● **PROBLEM DETAILS**
Repeat the records below exactly, beginning at the first line and finishing with the line that contains "For a GIS import: Read".

● **EXTRACTED ENTRIES**
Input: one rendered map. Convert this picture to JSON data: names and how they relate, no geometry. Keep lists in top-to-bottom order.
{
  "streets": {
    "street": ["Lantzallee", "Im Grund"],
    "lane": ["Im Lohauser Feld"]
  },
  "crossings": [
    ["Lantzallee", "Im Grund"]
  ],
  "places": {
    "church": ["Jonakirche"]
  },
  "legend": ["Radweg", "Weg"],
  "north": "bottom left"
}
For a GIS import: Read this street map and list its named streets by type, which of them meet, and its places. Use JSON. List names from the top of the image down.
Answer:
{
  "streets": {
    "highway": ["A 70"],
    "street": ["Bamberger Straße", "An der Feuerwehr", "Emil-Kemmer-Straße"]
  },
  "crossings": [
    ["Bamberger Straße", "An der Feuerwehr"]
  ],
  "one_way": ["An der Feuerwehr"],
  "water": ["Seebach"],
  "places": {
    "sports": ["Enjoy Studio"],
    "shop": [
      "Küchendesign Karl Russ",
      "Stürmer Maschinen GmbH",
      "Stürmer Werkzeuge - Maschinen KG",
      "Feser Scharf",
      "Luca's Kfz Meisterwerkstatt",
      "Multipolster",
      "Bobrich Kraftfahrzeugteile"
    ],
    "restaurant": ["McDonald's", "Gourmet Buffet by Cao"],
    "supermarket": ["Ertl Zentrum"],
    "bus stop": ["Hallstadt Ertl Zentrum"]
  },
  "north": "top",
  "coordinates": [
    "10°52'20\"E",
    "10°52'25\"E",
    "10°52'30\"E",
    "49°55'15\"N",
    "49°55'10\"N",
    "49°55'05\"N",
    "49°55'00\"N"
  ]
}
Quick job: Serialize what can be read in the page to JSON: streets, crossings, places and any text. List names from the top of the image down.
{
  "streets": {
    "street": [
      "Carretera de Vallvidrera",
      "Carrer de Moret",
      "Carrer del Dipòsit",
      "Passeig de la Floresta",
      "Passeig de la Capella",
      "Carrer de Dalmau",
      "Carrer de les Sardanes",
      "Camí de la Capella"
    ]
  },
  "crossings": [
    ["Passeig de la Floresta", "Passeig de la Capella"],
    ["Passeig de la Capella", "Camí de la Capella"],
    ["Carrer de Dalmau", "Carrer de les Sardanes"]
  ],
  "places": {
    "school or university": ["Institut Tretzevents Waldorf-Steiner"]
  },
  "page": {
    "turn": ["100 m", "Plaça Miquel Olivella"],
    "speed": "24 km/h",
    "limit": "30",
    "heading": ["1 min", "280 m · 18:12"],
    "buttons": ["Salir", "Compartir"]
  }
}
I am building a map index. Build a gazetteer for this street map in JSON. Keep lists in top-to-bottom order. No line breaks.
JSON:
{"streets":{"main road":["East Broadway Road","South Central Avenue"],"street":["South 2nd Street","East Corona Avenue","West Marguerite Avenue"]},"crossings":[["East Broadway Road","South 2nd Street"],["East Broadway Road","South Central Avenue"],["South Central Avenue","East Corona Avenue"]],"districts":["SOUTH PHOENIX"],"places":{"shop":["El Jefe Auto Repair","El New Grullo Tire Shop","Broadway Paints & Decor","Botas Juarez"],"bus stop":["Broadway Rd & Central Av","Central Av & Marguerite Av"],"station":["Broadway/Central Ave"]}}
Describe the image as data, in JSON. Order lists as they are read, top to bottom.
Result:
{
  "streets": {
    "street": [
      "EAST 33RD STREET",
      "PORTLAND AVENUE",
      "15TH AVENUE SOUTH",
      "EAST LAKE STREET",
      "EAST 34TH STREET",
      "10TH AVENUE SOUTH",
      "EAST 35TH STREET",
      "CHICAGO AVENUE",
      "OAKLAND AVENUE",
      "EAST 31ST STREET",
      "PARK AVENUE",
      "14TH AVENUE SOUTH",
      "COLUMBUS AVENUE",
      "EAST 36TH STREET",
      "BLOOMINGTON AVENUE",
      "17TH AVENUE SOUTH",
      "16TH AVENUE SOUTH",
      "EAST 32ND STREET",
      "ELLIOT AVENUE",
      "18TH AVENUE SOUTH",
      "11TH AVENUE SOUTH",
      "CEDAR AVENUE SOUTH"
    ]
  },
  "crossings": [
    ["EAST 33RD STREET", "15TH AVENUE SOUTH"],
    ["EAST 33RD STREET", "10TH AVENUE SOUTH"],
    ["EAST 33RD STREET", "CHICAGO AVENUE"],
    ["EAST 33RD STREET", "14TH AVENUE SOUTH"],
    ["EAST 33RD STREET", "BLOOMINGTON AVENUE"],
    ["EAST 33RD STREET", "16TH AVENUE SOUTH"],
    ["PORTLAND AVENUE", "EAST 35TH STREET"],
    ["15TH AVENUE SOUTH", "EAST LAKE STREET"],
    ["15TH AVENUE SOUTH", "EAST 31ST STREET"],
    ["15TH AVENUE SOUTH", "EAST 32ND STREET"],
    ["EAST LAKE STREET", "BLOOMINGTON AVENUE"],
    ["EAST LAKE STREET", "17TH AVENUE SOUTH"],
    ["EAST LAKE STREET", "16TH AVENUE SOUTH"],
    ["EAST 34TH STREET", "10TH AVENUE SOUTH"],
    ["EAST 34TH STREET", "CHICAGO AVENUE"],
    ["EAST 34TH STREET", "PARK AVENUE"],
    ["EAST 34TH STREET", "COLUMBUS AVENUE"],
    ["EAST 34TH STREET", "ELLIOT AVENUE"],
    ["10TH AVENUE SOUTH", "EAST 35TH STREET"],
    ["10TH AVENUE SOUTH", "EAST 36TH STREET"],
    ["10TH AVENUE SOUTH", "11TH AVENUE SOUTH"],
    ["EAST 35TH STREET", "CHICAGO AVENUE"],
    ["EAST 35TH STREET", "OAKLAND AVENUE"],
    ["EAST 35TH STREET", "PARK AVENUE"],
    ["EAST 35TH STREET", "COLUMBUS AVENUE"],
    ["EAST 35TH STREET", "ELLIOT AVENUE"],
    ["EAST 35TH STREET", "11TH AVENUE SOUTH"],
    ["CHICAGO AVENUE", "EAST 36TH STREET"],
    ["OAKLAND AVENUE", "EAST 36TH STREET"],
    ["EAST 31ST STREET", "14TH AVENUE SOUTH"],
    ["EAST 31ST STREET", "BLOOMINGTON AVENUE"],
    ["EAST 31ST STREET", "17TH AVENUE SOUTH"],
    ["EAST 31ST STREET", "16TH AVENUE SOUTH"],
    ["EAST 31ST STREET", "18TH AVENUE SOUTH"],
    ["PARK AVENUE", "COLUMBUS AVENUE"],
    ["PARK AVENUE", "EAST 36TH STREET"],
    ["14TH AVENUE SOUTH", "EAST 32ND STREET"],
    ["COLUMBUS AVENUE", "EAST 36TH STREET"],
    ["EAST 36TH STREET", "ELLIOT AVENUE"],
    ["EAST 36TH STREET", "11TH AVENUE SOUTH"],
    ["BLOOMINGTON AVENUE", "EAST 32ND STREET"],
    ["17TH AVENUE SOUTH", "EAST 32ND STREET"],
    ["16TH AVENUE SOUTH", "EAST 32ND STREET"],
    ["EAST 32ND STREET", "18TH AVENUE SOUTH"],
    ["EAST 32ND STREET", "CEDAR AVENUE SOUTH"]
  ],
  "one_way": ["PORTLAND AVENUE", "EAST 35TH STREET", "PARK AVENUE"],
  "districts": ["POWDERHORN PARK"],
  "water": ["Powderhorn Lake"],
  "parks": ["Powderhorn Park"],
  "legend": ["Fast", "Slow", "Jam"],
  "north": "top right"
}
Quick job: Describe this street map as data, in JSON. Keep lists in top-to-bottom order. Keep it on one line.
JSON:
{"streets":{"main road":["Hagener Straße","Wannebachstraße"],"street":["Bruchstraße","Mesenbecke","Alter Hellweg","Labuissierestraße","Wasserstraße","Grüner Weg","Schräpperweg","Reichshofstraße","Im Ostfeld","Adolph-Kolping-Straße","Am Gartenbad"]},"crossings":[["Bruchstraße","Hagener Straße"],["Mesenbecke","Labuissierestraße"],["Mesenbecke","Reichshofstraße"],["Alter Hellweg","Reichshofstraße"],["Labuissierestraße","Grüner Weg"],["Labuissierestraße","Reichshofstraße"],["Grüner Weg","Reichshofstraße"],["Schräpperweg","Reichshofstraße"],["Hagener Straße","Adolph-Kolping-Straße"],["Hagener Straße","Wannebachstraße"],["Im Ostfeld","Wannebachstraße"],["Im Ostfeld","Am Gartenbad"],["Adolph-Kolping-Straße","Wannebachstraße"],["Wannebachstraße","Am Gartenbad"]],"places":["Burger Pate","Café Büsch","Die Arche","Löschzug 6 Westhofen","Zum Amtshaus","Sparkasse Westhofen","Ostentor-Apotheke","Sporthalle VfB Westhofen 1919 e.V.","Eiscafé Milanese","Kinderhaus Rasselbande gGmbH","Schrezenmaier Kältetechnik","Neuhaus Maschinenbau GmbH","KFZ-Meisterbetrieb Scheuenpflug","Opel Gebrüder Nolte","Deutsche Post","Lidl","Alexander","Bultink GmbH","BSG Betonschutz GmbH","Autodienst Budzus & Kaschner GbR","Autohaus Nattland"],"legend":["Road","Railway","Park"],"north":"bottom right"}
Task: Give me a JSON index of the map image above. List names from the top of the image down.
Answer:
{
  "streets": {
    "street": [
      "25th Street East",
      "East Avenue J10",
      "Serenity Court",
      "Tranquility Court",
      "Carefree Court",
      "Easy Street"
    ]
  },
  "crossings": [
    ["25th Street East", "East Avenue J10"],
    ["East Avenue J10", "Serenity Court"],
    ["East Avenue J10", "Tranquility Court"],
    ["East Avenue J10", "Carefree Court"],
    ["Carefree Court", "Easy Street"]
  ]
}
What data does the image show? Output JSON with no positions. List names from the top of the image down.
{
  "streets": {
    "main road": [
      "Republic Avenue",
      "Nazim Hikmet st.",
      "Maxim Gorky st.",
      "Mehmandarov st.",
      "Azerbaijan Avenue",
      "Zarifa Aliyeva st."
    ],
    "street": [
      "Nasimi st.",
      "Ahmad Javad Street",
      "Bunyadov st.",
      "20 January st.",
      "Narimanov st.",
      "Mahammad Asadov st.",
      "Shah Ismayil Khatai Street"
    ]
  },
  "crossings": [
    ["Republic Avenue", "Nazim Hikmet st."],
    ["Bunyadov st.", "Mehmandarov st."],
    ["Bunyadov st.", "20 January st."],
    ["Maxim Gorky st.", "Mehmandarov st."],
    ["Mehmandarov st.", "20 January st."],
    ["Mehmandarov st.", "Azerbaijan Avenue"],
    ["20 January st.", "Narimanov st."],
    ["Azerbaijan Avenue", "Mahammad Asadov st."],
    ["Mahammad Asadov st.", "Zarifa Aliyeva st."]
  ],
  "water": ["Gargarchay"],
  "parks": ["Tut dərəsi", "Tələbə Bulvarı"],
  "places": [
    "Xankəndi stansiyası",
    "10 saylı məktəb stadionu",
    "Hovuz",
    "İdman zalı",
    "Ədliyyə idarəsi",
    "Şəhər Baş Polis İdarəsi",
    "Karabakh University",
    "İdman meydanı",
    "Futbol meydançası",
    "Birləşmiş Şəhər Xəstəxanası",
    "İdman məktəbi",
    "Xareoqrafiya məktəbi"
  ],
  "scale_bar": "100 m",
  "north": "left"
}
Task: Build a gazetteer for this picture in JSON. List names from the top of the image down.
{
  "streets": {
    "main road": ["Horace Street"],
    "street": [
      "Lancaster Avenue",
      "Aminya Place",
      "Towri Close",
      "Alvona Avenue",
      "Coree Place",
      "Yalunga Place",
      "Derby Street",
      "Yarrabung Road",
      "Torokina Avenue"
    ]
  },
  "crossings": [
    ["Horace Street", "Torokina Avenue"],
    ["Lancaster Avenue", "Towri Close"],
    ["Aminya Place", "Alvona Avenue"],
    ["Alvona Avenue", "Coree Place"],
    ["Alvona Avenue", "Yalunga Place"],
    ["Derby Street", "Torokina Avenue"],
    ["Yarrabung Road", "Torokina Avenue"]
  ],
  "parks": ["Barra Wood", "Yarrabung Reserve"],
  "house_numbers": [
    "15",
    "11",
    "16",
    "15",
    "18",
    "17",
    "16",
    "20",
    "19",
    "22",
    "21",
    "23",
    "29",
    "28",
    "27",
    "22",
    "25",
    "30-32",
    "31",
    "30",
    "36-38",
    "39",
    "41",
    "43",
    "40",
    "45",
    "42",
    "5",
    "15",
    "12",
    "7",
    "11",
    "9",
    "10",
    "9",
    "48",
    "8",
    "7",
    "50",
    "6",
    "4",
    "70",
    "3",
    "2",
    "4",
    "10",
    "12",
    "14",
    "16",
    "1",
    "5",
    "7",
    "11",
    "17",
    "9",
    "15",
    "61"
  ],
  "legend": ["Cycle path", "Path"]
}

● **THE ANSWER**
Input: one rendered map. Convert this picture to JSON data: names and how they relate, no geometry. Keep lists in top-to-bottom order.
{
  "streets": {
    "street": ["Lantzallee", "Im Grund"],
    "lane": ["Im Lohauser Feld"]
  },
  "crossings": [
    ["Lantzallee", "Im Grund"]
  ],
  "places": {
    "church": ["Jonakirche"]
  },
  "legend": ["Radweg", "Weg"],
  "north": "bottom left"
}
For a GIS import: Read this street map and list its named streets by type, which of them meet, and its places. Use JSON. List names from the top of the image down.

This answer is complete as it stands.